> How to complete this task:
Every line of the entries below that includes "Hippo" belongs in the answer, copied as written.
___ Dataset content ___
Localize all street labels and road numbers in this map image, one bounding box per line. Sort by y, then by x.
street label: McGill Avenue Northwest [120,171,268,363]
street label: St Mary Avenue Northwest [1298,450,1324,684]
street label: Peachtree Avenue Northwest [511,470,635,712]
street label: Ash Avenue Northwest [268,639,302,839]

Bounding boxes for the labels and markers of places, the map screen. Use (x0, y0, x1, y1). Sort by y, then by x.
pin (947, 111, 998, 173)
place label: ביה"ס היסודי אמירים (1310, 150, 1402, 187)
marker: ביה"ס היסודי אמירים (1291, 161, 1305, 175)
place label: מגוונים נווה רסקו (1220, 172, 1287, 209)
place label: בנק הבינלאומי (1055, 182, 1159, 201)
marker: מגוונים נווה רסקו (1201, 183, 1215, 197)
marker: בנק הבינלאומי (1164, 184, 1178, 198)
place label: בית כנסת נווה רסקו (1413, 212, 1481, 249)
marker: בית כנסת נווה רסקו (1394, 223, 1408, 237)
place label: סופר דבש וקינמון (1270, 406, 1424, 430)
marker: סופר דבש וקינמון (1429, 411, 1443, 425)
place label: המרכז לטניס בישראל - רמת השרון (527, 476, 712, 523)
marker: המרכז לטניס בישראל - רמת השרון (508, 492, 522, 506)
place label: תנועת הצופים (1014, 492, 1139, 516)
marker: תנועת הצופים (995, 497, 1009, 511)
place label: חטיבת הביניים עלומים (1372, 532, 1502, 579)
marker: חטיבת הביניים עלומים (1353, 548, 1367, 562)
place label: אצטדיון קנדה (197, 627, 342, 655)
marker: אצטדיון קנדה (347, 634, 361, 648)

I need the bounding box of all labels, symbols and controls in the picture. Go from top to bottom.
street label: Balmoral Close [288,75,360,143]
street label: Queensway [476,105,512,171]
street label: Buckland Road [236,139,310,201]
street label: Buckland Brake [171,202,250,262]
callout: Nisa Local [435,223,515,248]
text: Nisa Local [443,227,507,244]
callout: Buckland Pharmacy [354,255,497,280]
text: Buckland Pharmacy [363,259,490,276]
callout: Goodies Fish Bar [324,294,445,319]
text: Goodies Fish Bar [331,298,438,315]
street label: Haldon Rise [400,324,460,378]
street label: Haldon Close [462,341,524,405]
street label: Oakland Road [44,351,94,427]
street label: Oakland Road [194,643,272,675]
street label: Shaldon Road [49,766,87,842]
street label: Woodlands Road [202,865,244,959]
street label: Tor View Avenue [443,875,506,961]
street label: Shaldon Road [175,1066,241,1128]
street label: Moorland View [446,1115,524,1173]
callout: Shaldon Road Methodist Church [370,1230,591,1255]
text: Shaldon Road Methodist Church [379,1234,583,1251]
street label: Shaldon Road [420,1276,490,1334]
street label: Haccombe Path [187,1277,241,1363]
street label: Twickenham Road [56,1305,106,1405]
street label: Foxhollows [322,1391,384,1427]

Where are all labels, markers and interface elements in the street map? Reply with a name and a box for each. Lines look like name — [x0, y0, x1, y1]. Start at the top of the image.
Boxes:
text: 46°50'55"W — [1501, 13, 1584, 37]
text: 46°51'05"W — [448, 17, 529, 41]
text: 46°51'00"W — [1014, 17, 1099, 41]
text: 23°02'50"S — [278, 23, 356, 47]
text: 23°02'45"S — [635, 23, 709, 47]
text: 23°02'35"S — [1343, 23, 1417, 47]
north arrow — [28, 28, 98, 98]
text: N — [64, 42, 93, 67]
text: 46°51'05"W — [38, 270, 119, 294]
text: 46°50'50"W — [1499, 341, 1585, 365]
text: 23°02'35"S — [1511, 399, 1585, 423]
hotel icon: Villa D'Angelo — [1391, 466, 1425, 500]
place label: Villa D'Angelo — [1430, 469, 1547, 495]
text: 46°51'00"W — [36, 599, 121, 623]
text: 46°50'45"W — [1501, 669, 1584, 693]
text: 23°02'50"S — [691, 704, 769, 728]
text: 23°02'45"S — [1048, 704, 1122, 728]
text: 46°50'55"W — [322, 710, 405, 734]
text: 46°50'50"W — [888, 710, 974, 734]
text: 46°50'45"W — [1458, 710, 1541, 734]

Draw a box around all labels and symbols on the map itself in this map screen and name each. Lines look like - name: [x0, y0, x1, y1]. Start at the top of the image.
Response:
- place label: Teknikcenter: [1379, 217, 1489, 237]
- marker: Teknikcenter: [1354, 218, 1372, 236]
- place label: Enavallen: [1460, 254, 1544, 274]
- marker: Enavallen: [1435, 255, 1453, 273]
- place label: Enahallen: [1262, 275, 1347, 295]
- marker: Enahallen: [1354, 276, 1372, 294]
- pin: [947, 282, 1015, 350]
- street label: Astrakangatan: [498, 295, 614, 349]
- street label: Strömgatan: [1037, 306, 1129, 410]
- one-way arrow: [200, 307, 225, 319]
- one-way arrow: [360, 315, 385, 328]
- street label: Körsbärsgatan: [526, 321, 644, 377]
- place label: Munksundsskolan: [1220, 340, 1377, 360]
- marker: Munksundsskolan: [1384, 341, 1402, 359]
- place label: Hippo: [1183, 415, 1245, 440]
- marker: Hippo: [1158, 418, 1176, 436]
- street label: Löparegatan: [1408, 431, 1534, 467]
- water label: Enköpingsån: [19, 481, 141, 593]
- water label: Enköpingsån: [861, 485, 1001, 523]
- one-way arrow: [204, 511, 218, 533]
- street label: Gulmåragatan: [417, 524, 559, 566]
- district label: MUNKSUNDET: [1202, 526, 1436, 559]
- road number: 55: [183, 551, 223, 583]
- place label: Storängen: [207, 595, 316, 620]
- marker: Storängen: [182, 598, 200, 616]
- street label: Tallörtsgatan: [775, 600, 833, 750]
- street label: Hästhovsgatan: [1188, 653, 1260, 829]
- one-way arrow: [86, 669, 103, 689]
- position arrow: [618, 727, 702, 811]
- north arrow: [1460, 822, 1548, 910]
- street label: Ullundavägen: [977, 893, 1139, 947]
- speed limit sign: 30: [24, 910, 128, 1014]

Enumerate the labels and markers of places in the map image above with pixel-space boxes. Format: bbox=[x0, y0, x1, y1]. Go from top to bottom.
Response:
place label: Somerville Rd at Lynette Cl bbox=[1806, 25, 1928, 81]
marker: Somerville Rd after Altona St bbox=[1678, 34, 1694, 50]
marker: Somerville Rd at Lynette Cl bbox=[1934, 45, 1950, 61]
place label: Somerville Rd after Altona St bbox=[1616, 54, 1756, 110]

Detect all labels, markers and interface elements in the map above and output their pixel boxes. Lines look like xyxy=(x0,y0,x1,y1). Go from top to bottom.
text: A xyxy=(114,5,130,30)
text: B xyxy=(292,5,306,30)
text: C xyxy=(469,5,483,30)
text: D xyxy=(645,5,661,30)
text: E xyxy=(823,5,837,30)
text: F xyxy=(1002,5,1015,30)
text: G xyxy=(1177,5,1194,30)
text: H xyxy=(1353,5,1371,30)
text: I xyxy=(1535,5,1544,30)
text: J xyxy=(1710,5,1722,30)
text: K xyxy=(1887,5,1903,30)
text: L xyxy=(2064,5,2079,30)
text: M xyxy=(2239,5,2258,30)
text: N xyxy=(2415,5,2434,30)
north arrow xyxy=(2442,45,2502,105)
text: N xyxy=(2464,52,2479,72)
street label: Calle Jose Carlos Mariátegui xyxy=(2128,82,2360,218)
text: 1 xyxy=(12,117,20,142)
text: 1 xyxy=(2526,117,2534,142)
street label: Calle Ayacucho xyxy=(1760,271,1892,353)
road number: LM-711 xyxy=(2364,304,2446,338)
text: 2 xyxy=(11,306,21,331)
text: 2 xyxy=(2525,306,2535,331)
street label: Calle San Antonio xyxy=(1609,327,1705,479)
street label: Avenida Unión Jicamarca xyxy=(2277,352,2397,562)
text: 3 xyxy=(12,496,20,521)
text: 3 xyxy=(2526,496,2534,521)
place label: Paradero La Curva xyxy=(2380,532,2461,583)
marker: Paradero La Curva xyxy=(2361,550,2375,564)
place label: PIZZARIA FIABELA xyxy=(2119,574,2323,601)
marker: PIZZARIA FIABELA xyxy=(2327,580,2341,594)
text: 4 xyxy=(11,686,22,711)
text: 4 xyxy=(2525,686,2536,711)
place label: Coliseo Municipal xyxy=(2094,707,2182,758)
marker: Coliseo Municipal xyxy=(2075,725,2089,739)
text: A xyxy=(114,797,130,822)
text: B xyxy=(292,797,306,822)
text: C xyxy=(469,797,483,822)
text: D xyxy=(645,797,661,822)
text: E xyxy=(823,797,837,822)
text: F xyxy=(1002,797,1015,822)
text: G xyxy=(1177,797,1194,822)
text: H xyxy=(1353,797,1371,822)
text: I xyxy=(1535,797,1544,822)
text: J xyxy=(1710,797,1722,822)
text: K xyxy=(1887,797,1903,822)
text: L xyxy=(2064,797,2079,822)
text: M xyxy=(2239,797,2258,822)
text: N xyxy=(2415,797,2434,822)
___
> Worked solution:
- place label: Hippo: [1183, 415, 1245, 440]
- marker: Hippo: [1158, 418, 1176, 436]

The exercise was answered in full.